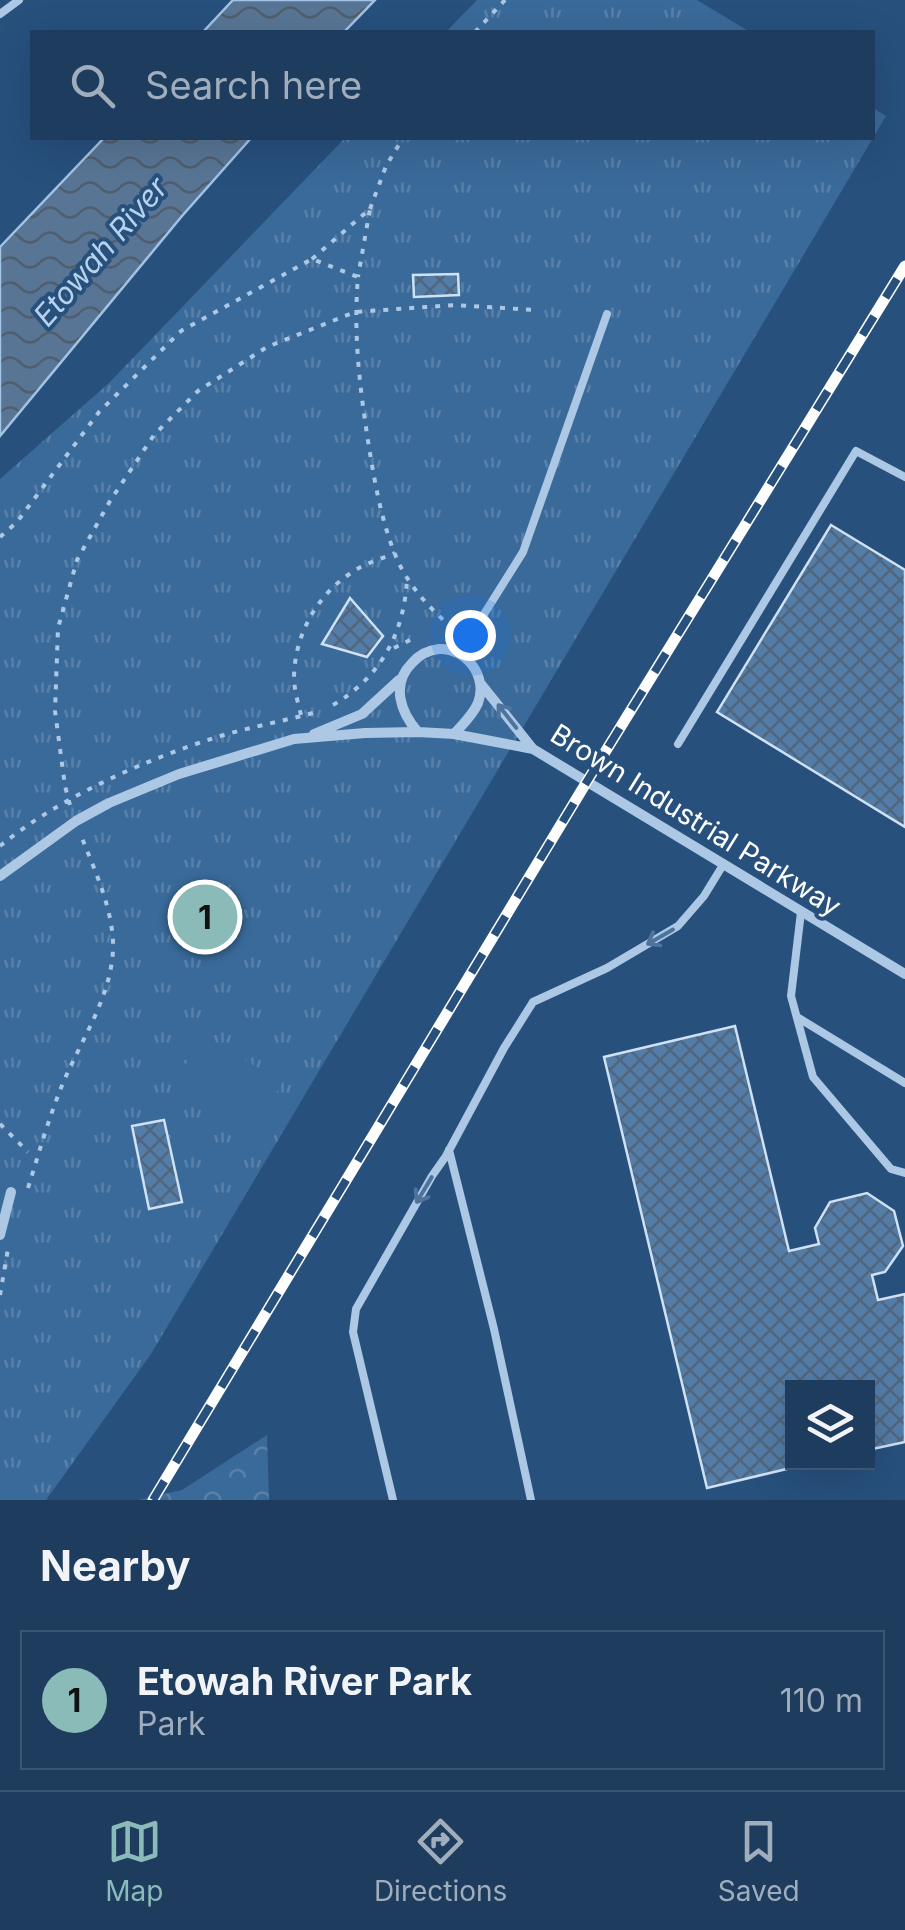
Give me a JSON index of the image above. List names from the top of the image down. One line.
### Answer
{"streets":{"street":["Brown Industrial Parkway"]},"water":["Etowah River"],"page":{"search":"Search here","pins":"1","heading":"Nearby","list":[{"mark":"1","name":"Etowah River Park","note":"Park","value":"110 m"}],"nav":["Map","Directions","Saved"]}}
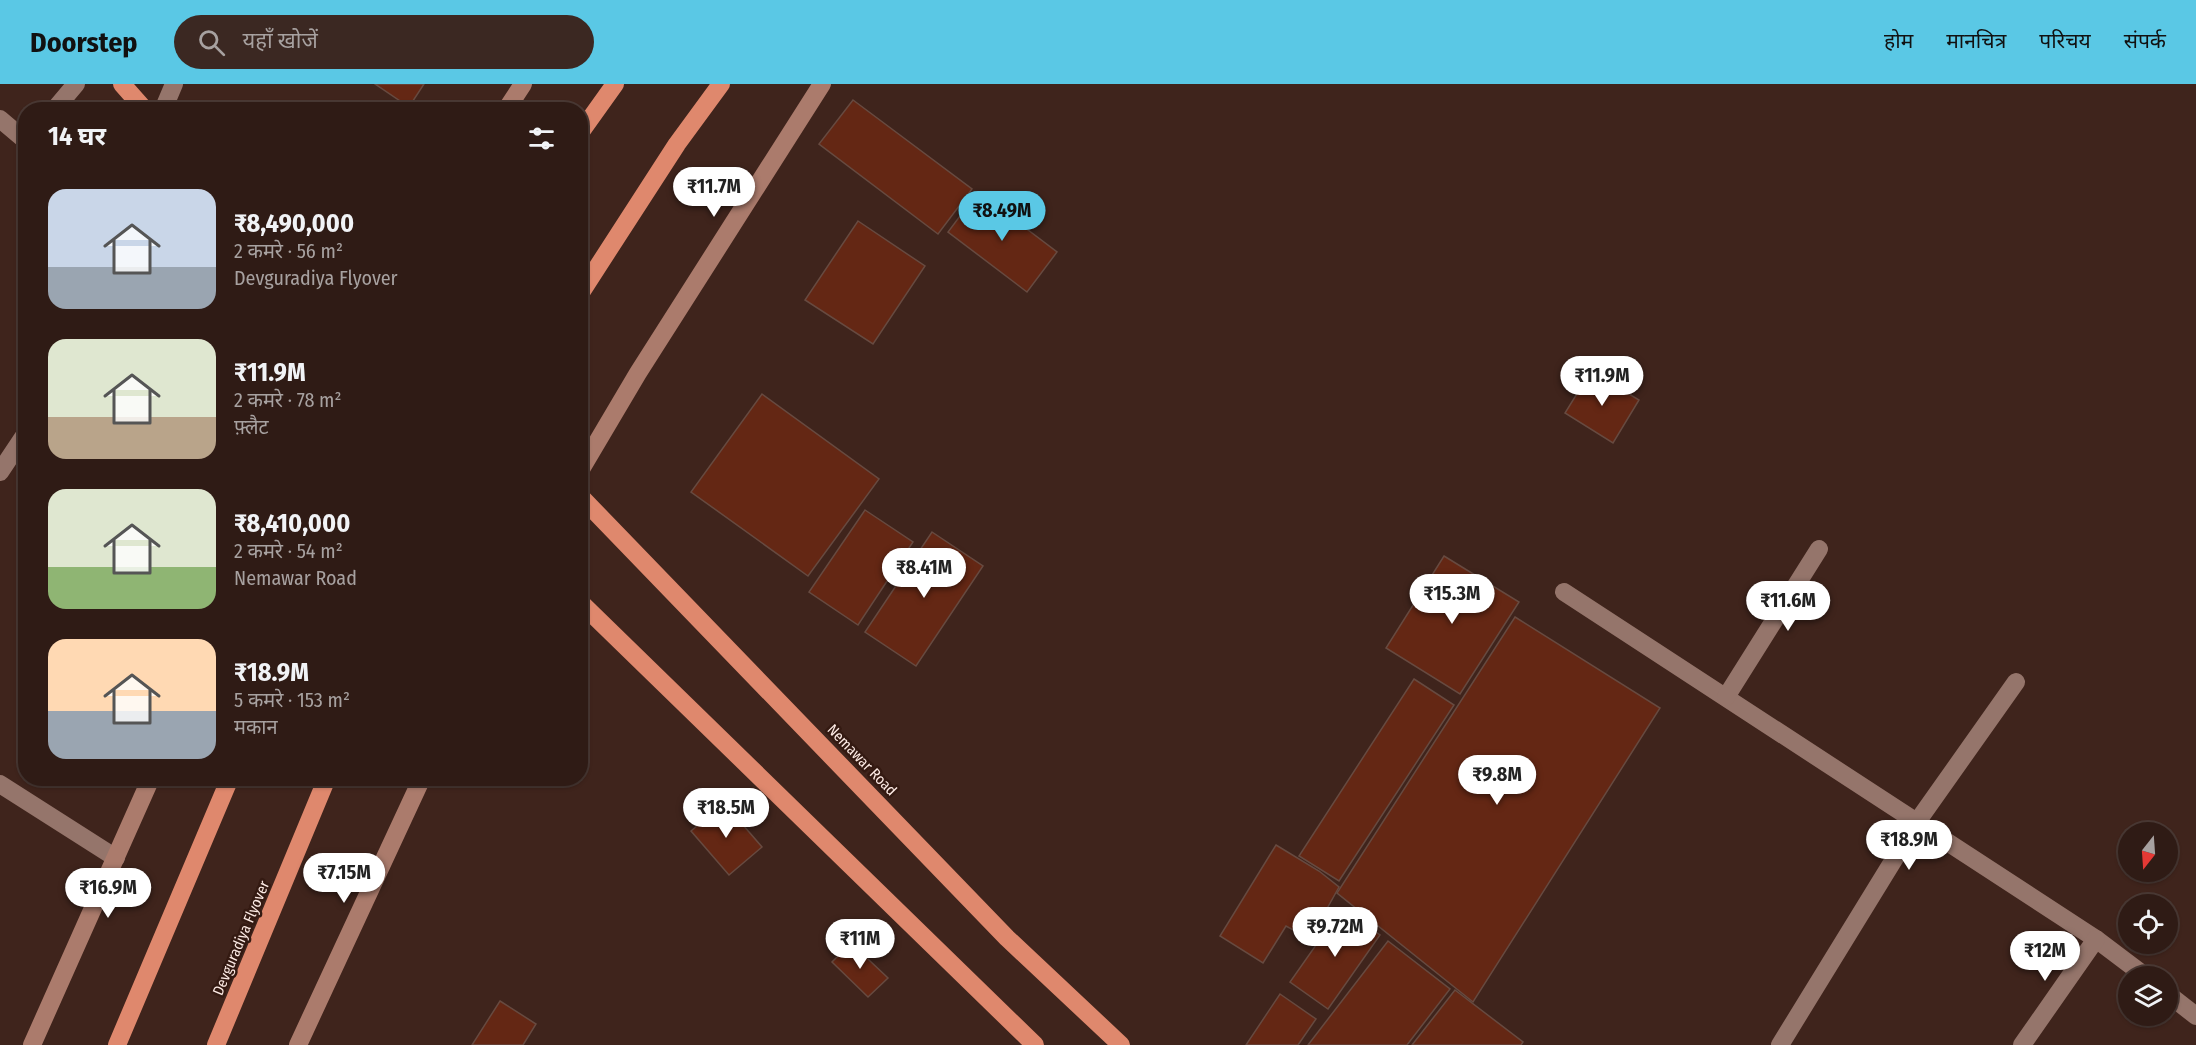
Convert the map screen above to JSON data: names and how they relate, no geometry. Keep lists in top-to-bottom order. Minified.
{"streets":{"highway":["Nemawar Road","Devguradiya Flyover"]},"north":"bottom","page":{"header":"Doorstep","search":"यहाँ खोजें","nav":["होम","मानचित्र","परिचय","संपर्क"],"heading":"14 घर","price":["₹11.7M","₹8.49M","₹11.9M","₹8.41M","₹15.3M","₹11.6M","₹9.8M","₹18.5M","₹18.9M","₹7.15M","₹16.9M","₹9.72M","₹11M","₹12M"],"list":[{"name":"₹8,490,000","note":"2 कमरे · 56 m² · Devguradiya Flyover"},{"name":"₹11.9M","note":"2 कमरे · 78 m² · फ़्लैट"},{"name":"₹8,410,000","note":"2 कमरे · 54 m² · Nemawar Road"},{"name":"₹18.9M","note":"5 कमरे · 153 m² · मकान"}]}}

# # # # # # #

WHAT IS BEING ASKED:
When you copy the lines above, drop the pictures and keep everything else exact.

ANSWER SPACE:
Give me a JSON index of the image above. List names from the top of the image down. One line.
### Answer
{"streets":{"street":["Brown Industrial Parkway"]},"water":["Etowah River"],"page":{"search":"Search here","pins":"1","heading":"Nearby","list":[{"mark":"1","name":"Etowah River Park","note":"Park","value":"110 m"}],"nav":["Map","Directions","Saved"]}}
Convert the map screen above to JSON data: names and how they relate, no geometry. Keep lists in top-to-bottom order. Minified.
{"streets":{"highway":["Nemawar Road","Devguradiya Flyover"]},"north":"bottom","page":{"header":"Doorstep","search":"यहाँ खोजें","nav":["होम","मानचित्र","परिचय","संपर्क"],"heading":"14 घर","price":["₹11.7M","₹8.49M","₹11.9M","₹8.41M","₹15.3M","₹11.6M","₹9.8M","₹18.5M","₹18.9M","₹7.15M","₹16.9M","₹9.72M","₹11M","₹12M"],"list":[{"name":"₹8,490,000","note":"2 कमरे · 56 m² · Devguradiya Flyover"},{"name":"₹11.9M","note":"2 कमरे · 78 m² · फ़्लैट"},{"name":"₹8,410,000","note":"2 कमरे · 54 m² · Nemawar Road"},{"name":"₹18.9M","note":"5 कमरे · 153 m² · मकान"}]}}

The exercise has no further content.